Unfortunately, such a move would completely undo the universe, and so Metraton (Alan Rickman of "Die Hard"), an archangel who 'speaks' for God, summons a woman named Bethany (Linda Fiorentino of "Men in Black"), a modern-day descendant of Jesus Christ who happens to work in an abortion clinic. To assist with the huge task of saving the universe from two fallen angels, Bethany is joined by Jay and Silent Bob (Jason Mewes and Kevin Smith, reprising their roles from the previous three films), the 13th Apostle Rufus (Chris Rock of "Lethal Weapon 4"), muse-turned-stripper Serendipity (Salma Hayek of "Wild Wild West"), and even God herself (singer Alanis Morrisette). However, the work of these would-be crusaders will not be easy, as they must go against the will of a stubborn cardinal (comedian George Carlin) who refutes their warnings of impending doom, and a demon named Azrael (Jason Lee of "Enemy of the State") who eagerly awaits the destruction of creation.
With these plot elements, it shouldn't be surprising that the Catholic League has denounced the film and organized numerous protests over it, including one during its premiere at the New York City Film Festival. Though Smith takes a number of satirical swipes at the Church in "Dogma", he also raises some eye-opening questions on the nature of faith and belief. As opposed to being a savage attack on the Church, "Dogma" is a film that indirectly celebrates faith by poking fun at some of the Church's institutions, while at the same time asking questions on some of the deeper issues of Catholic ideology.

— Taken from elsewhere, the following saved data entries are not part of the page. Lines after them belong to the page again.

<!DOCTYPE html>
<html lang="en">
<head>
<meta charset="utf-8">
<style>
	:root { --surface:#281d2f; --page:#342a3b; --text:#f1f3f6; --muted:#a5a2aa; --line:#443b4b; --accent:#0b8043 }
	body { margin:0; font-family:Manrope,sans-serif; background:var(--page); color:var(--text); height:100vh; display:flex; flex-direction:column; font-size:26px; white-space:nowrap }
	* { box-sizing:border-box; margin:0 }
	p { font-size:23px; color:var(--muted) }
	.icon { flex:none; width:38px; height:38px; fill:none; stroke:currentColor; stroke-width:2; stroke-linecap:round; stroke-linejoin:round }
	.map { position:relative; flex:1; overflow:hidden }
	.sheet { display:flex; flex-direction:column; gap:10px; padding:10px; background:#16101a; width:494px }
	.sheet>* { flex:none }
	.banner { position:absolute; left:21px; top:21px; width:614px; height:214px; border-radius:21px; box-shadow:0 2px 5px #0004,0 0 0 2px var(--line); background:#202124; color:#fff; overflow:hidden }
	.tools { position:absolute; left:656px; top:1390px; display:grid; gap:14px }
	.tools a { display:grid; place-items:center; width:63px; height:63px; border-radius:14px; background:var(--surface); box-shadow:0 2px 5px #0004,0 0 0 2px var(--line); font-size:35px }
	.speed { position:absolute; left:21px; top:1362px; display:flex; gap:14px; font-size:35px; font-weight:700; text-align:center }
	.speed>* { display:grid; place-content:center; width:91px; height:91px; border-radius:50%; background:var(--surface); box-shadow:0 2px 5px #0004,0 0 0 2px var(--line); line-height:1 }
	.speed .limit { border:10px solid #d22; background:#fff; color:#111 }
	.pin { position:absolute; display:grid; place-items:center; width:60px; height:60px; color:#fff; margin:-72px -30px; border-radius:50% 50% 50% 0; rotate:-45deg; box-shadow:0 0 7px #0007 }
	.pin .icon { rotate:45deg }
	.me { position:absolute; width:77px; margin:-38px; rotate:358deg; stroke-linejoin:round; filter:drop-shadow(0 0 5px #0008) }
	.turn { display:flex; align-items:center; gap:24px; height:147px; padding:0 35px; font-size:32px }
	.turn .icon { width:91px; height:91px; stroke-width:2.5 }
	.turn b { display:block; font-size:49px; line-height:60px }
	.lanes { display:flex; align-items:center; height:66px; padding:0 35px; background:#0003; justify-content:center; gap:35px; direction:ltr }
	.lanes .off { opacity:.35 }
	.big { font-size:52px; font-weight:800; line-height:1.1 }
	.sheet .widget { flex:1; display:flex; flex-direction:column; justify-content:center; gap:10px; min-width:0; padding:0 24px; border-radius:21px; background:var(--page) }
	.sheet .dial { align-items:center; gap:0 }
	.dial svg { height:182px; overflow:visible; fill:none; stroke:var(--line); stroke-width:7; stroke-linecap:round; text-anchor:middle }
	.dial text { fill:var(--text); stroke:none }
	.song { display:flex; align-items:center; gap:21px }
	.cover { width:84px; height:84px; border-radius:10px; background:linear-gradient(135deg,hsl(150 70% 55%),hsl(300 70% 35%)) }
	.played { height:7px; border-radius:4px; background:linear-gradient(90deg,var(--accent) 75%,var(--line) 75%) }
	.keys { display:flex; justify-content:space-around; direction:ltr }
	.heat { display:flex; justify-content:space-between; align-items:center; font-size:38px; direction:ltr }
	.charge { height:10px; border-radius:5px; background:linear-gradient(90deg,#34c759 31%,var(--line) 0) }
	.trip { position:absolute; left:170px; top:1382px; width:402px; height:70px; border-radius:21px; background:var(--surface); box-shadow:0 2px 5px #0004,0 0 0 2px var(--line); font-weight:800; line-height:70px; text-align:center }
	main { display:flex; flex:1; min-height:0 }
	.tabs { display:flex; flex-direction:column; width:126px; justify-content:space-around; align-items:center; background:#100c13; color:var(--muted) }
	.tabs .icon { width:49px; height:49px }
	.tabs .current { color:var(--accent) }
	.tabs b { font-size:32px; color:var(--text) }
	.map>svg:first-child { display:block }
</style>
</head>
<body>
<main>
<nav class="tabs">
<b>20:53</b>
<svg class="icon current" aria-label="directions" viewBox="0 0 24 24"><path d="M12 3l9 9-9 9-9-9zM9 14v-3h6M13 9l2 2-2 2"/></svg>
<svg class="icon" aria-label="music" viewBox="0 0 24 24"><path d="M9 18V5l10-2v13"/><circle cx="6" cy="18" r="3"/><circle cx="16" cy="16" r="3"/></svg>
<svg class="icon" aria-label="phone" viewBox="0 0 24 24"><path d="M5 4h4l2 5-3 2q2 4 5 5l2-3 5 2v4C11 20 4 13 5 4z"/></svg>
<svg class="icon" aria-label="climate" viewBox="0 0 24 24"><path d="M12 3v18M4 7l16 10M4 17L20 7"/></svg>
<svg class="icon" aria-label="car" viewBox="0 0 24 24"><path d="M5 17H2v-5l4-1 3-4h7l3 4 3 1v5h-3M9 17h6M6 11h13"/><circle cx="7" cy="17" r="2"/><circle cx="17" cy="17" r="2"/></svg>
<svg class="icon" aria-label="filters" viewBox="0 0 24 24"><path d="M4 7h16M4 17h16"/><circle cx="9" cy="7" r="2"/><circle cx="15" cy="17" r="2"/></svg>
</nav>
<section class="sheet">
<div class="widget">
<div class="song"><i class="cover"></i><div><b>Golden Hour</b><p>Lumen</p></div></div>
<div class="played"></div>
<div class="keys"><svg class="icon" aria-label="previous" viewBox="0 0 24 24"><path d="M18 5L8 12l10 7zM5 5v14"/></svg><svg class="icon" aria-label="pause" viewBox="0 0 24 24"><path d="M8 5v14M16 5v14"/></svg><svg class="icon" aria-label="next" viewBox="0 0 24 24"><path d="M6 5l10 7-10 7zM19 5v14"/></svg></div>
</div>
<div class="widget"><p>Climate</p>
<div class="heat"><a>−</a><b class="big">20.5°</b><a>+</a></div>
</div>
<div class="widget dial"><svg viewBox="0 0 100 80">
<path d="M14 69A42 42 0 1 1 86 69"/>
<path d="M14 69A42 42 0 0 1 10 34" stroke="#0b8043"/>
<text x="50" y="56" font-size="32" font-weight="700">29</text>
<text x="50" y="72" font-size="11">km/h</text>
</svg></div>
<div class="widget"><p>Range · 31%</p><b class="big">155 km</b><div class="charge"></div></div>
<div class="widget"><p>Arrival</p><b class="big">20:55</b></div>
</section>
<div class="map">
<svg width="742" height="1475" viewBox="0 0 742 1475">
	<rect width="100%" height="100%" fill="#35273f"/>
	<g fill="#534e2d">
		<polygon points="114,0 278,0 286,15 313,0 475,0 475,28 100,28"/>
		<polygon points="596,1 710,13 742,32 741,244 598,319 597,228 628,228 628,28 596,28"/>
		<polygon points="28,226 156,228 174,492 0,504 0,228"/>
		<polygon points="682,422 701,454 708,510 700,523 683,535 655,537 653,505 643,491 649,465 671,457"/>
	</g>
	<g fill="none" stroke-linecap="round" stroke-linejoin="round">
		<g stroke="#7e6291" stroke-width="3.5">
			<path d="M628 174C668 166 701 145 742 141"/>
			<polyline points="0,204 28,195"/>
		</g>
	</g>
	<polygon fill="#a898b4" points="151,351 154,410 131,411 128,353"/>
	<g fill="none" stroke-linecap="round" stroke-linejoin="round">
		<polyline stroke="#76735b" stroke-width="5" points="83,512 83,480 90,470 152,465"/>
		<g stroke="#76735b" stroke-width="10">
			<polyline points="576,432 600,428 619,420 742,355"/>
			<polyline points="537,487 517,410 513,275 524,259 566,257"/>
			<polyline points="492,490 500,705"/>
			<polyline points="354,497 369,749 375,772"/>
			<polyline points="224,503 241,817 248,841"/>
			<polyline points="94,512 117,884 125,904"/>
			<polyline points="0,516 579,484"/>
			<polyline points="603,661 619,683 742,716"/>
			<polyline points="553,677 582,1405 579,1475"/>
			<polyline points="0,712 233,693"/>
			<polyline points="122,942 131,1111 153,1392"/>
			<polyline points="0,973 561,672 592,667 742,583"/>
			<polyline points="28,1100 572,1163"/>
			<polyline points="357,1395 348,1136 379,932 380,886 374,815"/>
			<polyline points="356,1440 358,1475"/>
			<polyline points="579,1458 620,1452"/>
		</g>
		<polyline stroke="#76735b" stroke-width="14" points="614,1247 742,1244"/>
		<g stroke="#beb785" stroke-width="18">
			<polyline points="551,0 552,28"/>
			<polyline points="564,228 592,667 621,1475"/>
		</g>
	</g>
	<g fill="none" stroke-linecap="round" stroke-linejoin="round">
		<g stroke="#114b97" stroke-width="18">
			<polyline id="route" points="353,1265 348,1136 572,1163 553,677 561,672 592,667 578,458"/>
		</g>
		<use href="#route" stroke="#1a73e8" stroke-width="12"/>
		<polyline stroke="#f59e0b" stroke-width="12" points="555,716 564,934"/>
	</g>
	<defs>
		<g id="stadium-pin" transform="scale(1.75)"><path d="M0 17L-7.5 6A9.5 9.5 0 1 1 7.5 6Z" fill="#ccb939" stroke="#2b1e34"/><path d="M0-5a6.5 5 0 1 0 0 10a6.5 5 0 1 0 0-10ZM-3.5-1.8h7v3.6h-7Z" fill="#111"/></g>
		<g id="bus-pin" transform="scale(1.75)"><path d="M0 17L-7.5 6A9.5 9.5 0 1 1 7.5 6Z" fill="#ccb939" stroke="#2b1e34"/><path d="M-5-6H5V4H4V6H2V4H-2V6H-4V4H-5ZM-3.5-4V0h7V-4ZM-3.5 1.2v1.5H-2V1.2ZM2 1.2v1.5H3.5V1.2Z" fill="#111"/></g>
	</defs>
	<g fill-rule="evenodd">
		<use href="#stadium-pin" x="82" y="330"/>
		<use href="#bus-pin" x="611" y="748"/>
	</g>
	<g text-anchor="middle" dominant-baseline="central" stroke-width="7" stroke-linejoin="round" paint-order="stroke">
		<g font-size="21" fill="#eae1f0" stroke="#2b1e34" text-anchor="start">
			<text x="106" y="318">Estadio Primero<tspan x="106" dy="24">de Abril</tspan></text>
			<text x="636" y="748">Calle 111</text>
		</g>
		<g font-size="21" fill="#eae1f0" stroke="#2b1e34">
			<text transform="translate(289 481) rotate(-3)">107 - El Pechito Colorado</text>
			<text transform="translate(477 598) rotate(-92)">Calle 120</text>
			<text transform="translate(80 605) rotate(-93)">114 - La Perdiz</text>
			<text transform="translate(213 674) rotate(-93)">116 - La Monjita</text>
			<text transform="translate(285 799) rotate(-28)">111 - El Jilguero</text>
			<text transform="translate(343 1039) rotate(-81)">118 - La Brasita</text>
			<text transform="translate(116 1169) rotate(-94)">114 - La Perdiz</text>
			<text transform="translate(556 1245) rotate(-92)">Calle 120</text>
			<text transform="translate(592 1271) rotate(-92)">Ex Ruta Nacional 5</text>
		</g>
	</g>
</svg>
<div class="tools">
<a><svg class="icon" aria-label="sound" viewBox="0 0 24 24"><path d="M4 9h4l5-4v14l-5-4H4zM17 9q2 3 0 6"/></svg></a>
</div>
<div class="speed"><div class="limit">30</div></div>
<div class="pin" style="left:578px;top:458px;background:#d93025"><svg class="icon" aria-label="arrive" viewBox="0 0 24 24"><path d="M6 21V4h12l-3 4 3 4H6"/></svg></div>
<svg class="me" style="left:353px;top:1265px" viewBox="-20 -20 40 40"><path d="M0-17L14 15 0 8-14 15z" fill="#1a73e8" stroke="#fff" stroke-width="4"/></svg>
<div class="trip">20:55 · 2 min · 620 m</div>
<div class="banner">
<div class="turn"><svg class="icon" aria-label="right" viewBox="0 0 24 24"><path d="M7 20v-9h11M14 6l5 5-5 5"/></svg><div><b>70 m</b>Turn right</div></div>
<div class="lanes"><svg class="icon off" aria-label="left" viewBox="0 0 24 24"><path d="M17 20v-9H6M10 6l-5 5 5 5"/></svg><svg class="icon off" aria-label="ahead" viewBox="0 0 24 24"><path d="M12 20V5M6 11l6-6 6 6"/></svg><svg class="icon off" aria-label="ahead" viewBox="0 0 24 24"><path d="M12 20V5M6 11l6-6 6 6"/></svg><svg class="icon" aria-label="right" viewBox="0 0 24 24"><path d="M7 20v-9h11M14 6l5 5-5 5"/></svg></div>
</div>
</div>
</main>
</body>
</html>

Unfortunately, aside from the theological issues that it tackles, "Dogma" is not as well written or brilliantly executed as "Clerks" or "Chasing Amy". Smith has always been a better writer than director (even the fixed camera angles of his earlier films is apparent here), instilling wit and insight into otherwise mundane conversations, such as fanboy rantings about "Star Wars". However, in the case of "Dogma", it seems that Smith focused more on the religious bantering at the expense of keeping the audience interested-- the metaphysical and religious rhetoric overpower everything else in the film, and the result is very drawn-out and dry. This, in combination with laggard pacing, lack of comic brilliance, lackluster dialogue, one-dimensional characters, and over-reliance on toilet humor, make for a film that more akin to "Mallrats" in both tone and execution. About the only bright spots in the film are Jay and Silent Bob, whose on-screen antics are guaranteed to elicit a chuckle, or in the very least, crack a smile. The 'Jersey Trilogy' dynamic-duo are terrific comic characters whose behaviors and tics have been so well-defined and it's always fun to watch them in new situations. It's just too bad that their scenes were few and far-between.

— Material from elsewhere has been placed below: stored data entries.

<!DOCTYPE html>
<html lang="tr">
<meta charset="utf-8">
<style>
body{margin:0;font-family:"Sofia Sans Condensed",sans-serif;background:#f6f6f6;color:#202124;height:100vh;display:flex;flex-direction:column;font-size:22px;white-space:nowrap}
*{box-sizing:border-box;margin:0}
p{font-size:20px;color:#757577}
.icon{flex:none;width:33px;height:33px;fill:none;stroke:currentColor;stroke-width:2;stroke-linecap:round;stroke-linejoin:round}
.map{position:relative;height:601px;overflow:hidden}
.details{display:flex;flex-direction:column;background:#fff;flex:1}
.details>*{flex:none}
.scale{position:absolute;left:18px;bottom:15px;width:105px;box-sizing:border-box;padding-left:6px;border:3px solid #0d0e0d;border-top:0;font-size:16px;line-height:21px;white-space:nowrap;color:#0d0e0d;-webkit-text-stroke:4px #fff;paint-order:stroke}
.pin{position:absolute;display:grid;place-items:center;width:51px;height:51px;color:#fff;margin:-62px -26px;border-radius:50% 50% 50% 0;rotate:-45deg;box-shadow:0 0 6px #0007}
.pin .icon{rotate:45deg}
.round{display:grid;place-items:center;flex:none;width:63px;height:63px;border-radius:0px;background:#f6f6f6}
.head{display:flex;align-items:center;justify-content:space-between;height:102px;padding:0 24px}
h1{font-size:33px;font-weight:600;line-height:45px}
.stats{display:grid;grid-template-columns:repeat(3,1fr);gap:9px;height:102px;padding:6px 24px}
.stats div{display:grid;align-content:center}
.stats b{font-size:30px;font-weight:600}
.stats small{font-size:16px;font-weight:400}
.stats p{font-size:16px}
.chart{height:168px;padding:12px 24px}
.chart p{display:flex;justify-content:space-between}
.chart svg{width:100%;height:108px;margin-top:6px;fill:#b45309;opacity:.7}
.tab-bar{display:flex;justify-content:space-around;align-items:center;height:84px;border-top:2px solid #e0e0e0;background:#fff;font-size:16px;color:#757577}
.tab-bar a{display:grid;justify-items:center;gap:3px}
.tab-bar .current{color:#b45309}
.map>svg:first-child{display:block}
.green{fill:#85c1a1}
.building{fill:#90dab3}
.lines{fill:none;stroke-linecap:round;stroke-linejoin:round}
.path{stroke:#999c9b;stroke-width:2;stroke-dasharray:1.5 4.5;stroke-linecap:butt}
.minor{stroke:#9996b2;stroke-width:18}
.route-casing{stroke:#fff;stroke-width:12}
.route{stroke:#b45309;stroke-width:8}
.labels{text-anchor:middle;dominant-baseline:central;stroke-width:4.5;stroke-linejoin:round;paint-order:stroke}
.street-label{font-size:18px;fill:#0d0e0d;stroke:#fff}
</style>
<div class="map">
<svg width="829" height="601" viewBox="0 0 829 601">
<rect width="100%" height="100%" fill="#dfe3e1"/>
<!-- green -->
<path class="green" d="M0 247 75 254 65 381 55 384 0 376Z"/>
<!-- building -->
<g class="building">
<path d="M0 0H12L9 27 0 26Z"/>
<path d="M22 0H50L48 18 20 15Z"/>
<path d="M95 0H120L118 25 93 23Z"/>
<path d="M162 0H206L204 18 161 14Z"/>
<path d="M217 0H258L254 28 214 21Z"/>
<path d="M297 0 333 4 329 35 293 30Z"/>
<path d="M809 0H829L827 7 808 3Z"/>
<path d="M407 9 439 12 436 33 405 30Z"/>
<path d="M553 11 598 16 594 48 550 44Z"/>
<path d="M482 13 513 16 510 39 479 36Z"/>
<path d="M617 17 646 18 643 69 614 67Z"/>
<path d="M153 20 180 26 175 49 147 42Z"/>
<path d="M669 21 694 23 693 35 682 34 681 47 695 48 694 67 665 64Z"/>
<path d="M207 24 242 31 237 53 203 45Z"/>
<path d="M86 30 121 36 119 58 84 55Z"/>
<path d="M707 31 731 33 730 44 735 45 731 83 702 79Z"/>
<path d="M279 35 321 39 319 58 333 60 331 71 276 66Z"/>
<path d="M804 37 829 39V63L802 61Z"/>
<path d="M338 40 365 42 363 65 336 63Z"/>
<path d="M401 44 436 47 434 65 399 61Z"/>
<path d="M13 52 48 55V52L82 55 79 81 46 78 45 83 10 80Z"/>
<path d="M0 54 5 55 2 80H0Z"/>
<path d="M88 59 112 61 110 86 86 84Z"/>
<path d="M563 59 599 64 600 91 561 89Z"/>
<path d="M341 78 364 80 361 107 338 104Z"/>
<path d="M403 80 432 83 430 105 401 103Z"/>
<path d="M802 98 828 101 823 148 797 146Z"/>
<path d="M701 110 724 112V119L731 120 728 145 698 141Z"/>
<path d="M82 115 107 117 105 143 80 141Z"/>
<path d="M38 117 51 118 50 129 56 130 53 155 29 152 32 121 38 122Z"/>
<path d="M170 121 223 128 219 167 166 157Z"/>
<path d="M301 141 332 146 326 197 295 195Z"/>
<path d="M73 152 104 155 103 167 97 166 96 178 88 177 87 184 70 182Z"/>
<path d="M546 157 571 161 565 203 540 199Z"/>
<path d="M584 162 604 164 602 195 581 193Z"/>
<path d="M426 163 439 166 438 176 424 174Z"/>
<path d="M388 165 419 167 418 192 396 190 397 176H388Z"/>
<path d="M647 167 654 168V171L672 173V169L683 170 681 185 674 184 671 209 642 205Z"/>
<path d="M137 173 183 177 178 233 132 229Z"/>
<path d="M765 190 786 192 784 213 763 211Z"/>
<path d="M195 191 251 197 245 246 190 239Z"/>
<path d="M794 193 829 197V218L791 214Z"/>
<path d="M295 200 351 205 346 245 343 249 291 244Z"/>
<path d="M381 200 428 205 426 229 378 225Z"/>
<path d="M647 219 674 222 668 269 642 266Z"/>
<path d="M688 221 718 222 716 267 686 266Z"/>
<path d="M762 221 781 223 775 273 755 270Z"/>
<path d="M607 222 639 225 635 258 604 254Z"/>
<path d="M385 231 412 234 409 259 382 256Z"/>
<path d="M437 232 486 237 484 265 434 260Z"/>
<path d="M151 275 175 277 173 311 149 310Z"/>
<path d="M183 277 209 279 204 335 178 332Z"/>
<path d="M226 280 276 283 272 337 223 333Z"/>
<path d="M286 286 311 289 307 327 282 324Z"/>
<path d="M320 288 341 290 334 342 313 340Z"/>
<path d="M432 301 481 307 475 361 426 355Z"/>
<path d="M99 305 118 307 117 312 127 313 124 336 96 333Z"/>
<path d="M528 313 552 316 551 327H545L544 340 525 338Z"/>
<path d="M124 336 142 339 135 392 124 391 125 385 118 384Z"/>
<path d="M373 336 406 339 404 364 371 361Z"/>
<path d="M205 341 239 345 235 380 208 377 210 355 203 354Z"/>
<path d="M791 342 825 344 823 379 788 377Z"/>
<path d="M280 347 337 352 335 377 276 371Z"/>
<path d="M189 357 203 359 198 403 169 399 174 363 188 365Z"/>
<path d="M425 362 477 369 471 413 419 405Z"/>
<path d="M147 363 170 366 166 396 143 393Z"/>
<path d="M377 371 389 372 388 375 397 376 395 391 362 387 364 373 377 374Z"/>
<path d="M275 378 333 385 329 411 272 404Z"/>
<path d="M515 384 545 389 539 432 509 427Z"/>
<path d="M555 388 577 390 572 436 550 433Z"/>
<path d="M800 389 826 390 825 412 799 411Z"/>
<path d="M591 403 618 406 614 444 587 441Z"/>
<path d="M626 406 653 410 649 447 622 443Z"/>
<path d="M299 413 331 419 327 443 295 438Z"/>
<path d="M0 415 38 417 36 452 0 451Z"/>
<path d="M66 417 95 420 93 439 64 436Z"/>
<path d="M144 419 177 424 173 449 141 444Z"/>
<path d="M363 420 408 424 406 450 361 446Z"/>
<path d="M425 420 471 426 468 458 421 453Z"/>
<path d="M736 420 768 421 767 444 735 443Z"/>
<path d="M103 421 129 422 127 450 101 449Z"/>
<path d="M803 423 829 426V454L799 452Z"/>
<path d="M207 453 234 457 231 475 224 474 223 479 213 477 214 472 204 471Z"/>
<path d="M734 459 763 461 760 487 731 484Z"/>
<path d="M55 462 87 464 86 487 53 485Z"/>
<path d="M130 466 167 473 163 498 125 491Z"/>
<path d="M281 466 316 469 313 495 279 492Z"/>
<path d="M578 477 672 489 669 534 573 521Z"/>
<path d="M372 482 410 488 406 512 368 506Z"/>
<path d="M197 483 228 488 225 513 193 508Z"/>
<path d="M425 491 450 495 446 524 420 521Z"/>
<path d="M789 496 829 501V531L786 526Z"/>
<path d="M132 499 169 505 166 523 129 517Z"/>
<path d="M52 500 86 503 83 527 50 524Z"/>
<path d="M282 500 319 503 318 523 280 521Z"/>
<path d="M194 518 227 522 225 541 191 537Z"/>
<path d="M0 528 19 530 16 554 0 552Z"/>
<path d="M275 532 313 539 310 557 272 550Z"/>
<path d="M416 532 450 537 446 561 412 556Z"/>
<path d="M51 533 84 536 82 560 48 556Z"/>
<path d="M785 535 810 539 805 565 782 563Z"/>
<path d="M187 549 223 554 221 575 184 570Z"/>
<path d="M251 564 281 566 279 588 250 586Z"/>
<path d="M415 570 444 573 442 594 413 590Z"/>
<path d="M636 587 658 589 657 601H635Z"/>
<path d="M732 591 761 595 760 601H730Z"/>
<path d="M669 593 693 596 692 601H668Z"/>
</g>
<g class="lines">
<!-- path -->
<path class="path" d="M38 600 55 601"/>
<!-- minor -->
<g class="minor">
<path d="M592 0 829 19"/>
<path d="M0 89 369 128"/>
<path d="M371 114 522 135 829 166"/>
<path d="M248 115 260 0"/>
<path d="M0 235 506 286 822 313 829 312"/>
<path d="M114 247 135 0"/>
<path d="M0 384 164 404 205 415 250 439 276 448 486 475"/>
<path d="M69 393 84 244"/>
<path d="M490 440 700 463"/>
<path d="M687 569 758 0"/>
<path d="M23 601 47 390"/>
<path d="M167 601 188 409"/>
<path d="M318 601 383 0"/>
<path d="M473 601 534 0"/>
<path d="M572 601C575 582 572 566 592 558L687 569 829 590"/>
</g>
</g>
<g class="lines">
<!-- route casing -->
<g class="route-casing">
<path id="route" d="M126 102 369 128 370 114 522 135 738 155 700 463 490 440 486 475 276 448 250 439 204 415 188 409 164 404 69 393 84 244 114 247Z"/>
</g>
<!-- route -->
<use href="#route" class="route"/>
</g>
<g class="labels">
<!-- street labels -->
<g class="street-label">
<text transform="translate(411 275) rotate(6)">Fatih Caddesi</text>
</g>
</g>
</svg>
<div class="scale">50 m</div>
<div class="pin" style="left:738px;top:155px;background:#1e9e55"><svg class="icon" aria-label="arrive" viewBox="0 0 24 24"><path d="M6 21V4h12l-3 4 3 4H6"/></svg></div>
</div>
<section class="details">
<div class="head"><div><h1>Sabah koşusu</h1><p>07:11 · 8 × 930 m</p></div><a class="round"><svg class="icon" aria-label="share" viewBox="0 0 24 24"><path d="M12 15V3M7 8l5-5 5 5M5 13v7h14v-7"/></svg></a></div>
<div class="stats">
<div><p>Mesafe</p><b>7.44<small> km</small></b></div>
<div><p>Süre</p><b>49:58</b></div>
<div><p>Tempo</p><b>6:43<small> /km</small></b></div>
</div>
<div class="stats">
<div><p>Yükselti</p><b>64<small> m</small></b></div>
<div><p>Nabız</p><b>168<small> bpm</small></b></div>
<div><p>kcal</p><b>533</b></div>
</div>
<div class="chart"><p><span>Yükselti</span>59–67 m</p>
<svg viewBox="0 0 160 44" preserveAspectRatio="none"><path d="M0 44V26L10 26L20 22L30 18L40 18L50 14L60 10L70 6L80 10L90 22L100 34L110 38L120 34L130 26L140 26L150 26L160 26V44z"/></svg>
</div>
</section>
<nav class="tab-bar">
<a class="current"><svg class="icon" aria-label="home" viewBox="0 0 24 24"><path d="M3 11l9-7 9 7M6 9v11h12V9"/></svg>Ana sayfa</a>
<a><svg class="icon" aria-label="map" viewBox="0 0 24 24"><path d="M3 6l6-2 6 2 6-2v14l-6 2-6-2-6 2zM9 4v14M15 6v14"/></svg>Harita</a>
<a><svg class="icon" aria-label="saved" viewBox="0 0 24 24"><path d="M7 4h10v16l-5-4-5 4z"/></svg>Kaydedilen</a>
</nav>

With Kevin Smith's cult following in the indie film world, there has been much anticipation for the release of "Dogma". For Kevin Smith purists, "Dogma" does deliver some of the goods on a very basic level, mainly through the on-screen antics Jay and Silent Bob. However, for those who are not fans of Kevin Smith or are unaware of his work, "Dogma" can be a very challenging film to sit through. If the 'even number' curse holds true, then maybe we can expect something truly remarkable from the director for his fifth film.